DATA FOR THIS TASK: Begin
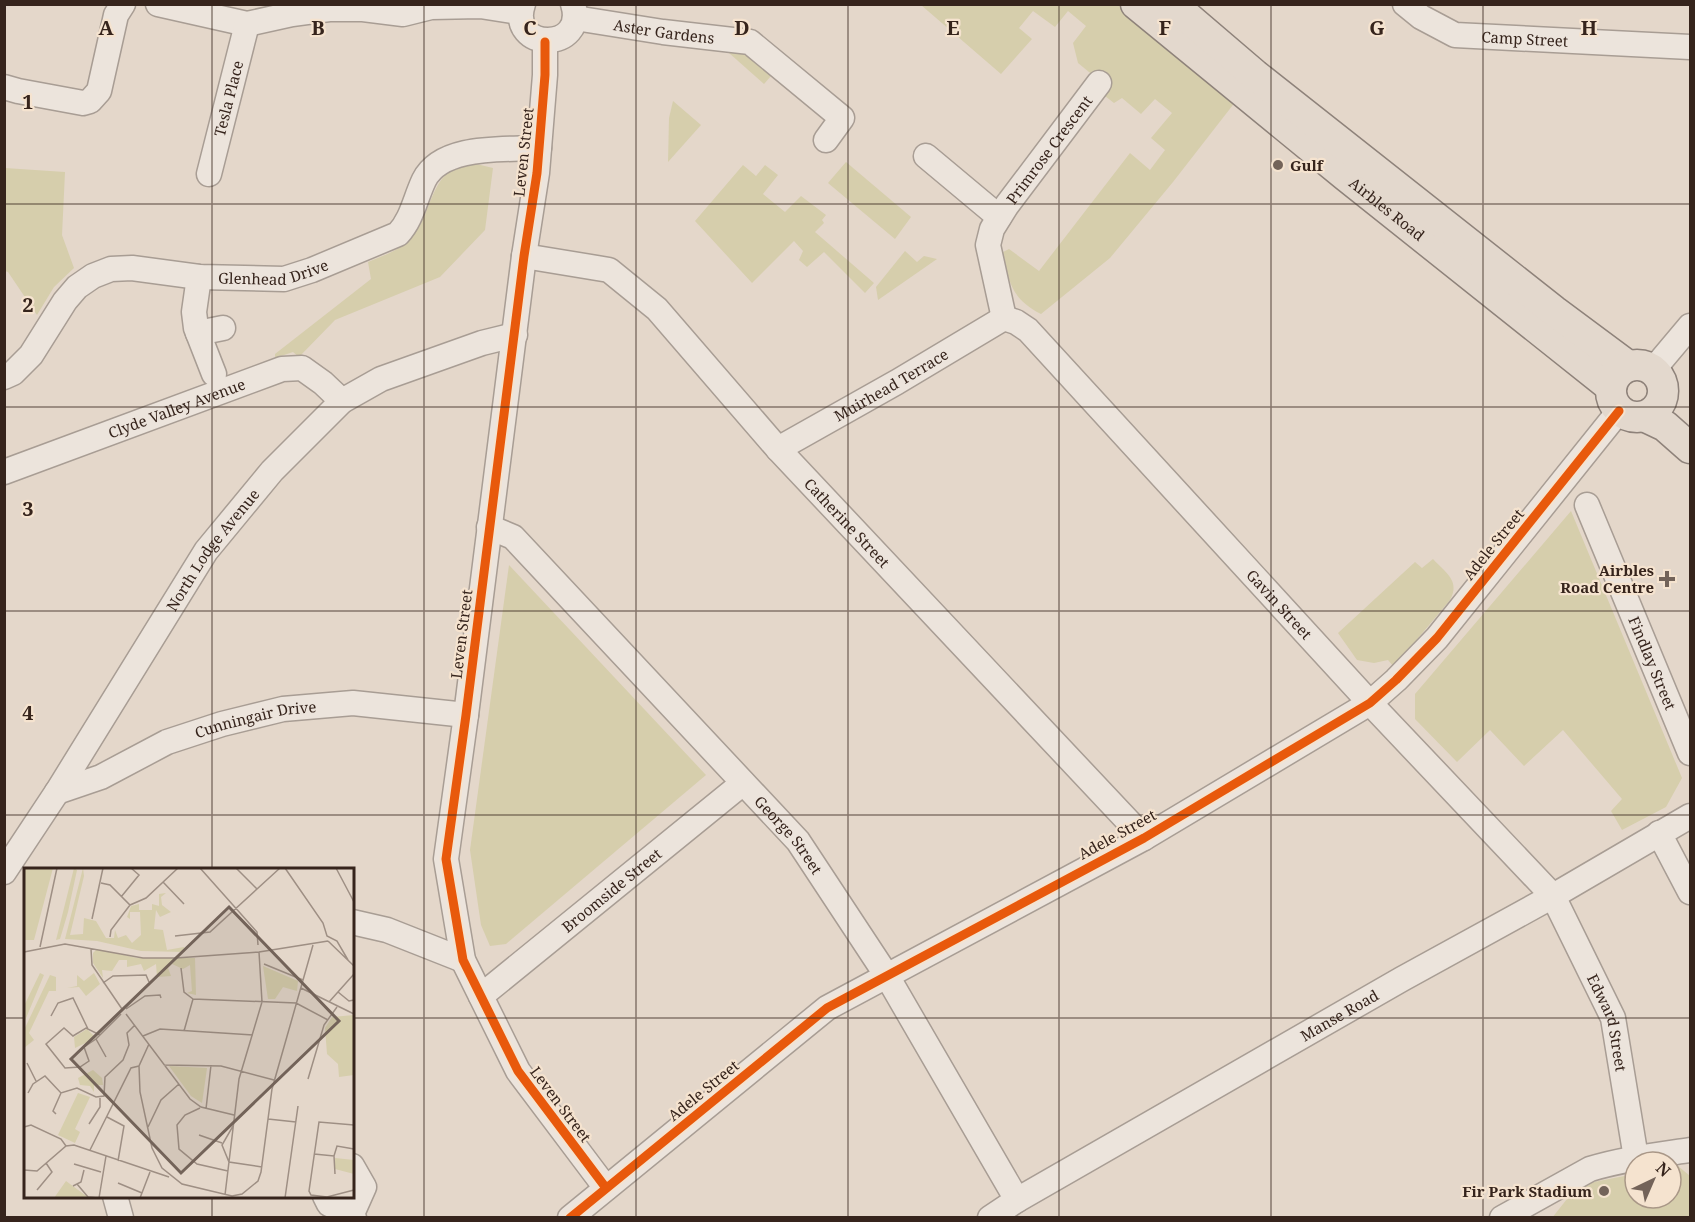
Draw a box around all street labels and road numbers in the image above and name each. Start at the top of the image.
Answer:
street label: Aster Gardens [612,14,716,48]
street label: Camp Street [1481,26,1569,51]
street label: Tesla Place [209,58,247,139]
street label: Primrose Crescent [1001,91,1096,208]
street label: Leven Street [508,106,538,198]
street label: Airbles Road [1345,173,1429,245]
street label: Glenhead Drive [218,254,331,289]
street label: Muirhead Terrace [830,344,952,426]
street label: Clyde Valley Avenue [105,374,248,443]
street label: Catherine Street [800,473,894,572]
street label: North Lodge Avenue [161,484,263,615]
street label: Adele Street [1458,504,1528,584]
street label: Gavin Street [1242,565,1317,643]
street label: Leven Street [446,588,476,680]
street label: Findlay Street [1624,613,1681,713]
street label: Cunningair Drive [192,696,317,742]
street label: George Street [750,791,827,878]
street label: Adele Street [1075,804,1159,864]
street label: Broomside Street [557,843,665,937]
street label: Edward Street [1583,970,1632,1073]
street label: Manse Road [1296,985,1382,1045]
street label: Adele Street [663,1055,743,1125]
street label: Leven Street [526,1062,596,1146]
DATA FOR THIS TASK: End
DATA FOR THIS TASK: Begin
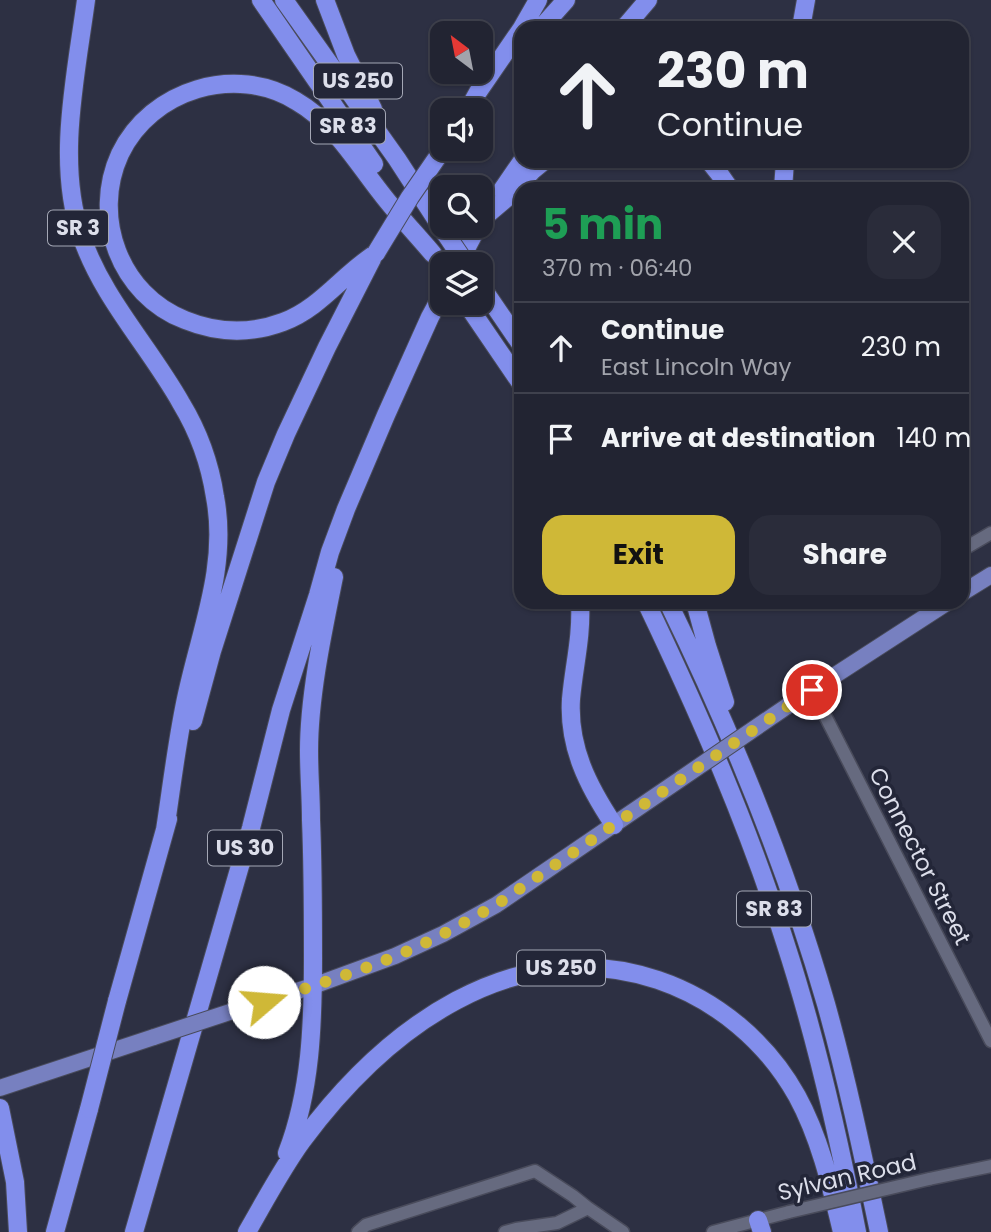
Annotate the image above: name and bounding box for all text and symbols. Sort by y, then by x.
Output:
DATA FOR THIS TASK: End
DATA FOR THIS TASK: Begin
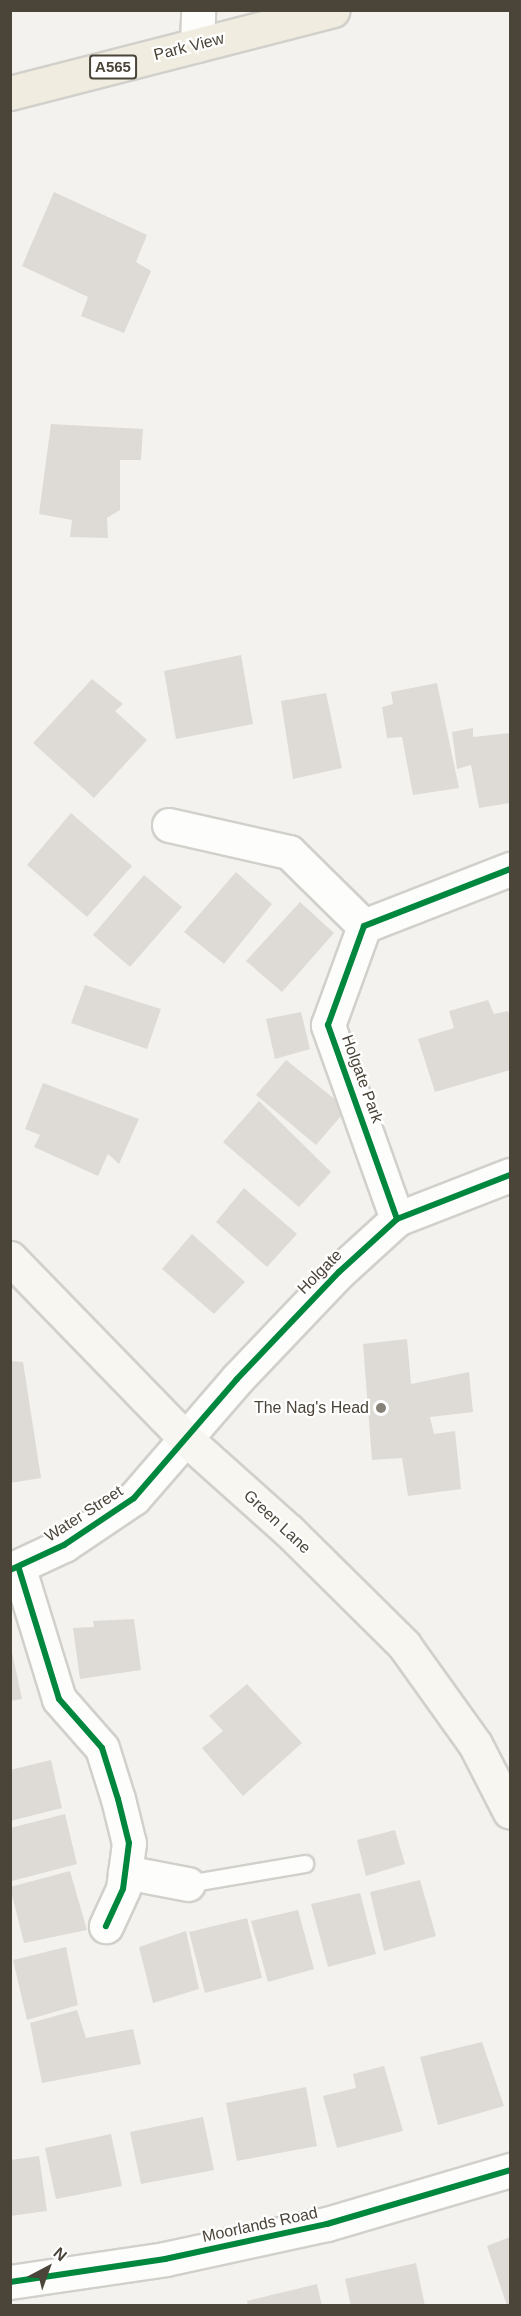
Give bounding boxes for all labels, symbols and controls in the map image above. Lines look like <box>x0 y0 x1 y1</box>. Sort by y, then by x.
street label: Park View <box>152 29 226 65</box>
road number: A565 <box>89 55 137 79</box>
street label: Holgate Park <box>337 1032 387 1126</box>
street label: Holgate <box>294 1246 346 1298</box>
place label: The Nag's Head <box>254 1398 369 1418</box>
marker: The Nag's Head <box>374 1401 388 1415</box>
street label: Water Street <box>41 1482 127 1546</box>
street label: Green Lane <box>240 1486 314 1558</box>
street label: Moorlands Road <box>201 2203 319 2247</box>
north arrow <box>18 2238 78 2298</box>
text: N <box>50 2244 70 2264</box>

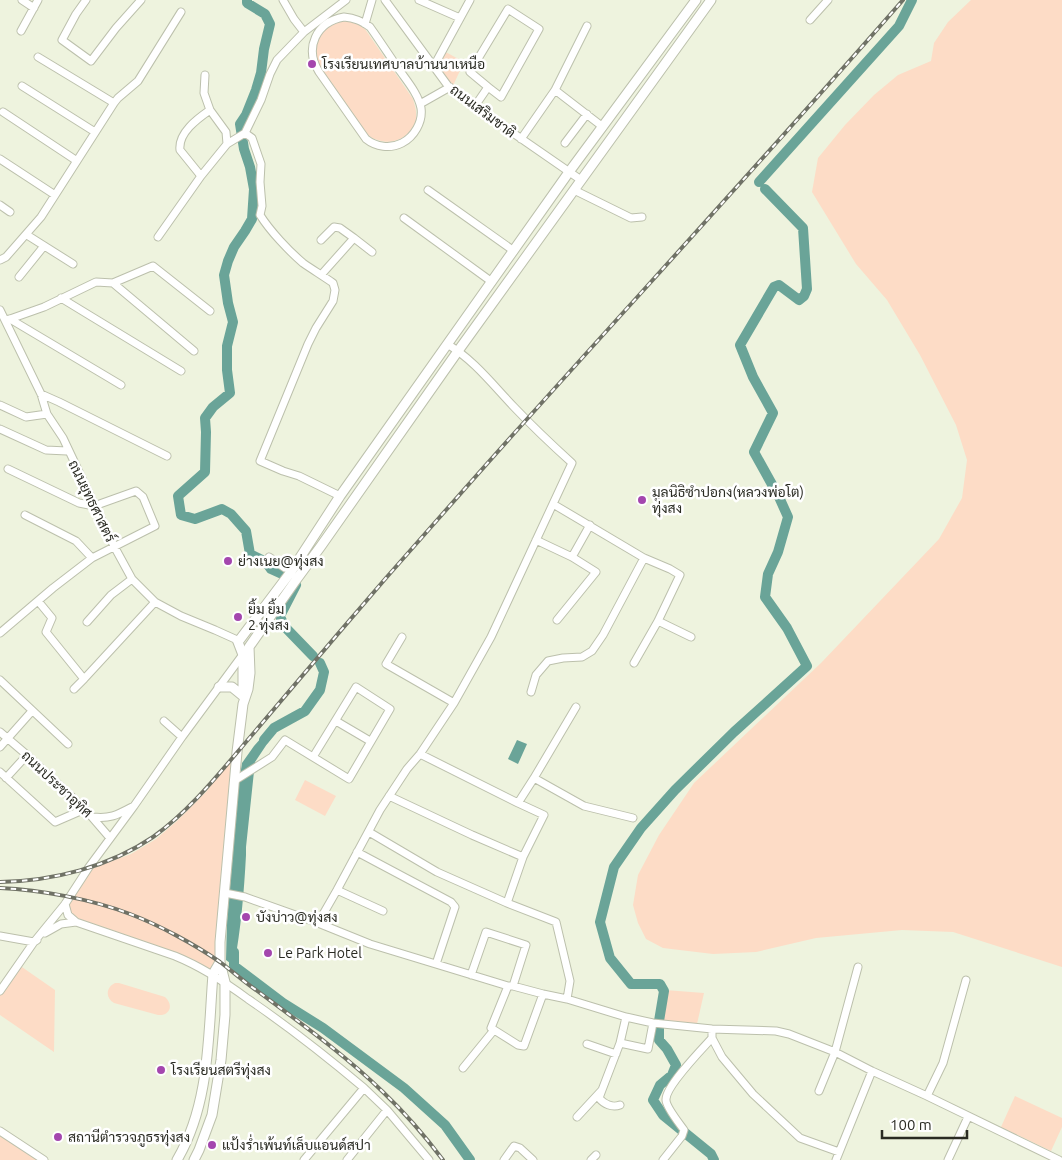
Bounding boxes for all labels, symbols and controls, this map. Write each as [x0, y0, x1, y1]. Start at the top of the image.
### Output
DATA FOR THIS TASK: End
Go through the entries above and copy each line with "name" in it.

▶ _FINAL ANSWER_
Draw a box around all street labels and road numbers in the image above and name each. Start at the top of the image.
Annotate the image above: name and bounding box for all text and symbols. Sort by y, then by x.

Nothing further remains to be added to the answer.